== WHAT YOU SHOULD DO ==
Please reproduce all of the listing below exactly and drop its images.

"""

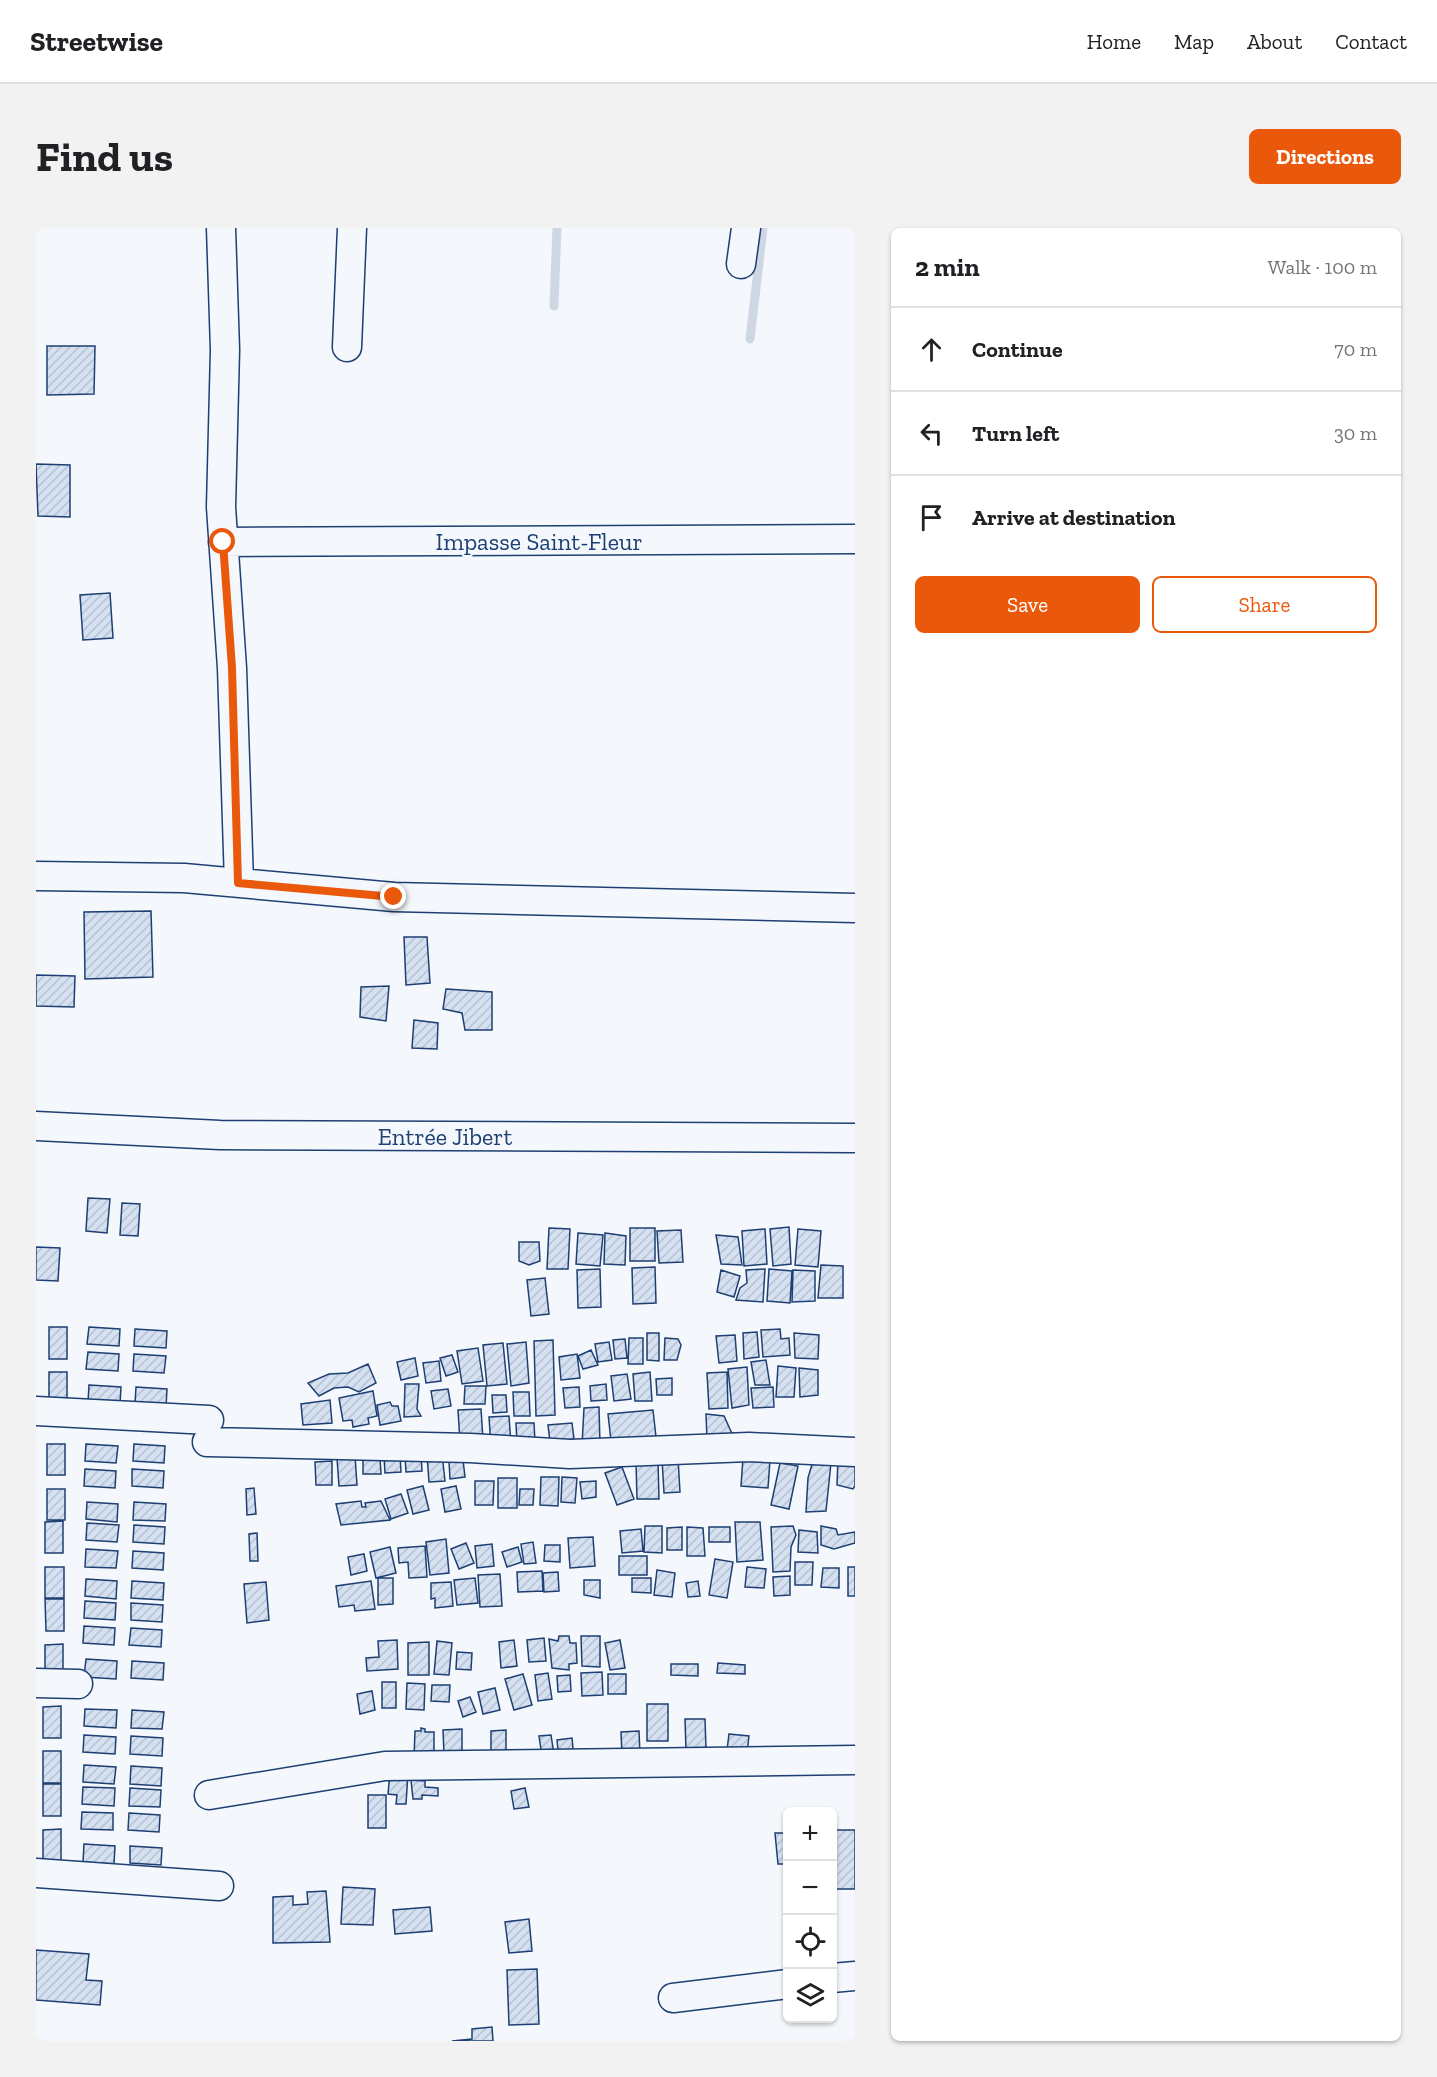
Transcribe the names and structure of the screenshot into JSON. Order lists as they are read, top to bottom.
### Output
{
  "streets": {
    "street": ["Impasse Saint-Fleur", "Entrée Jibert"]
  },
  "page": {
    "header": "Streetwise",
    "nav": [
      "Home",
      "Map",
      "About",
      "Contact"
    ],
    "buttons": [
      "Directions",
      ["Save", "Share"]
    ],
    "title": "Find us",
    "heading": ["2 min", "Walk · 100 m"],
    "list": [
      ["Continue", "70 m"],
      ["Turn left", "30 m"],
      "Arrive at destination"
    ],
    "map_buttons": ["+", "−"]
  }
}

"""

== RESPONSE TO THIS EXERCISE ==
Transcribe the names and structure of the screenshot into JSON. Order lists as they are read, top to bottom.
### Output
{
  "streets": {
    "street": ["Impasse Saint-Fleur", "Entrée Jibert"]
  },
  "page": {
    "header": "Streetwise",
    "nav": [
      "Home",
      "Map",
      "About",
      "Contact"
    ],
    "buttons": [
      "Directions",
      ["Save", "Share"]
    ],
    "title": "Find us",
    "heading": ["2 min", "Walk · 100 m"],
    "list": [
      ["Continue", "70 m"],
      ["Turn left", "30 m"],
      "Arrive at destination"
    ],
    "map_buttons": ["+", "−"]
  }
}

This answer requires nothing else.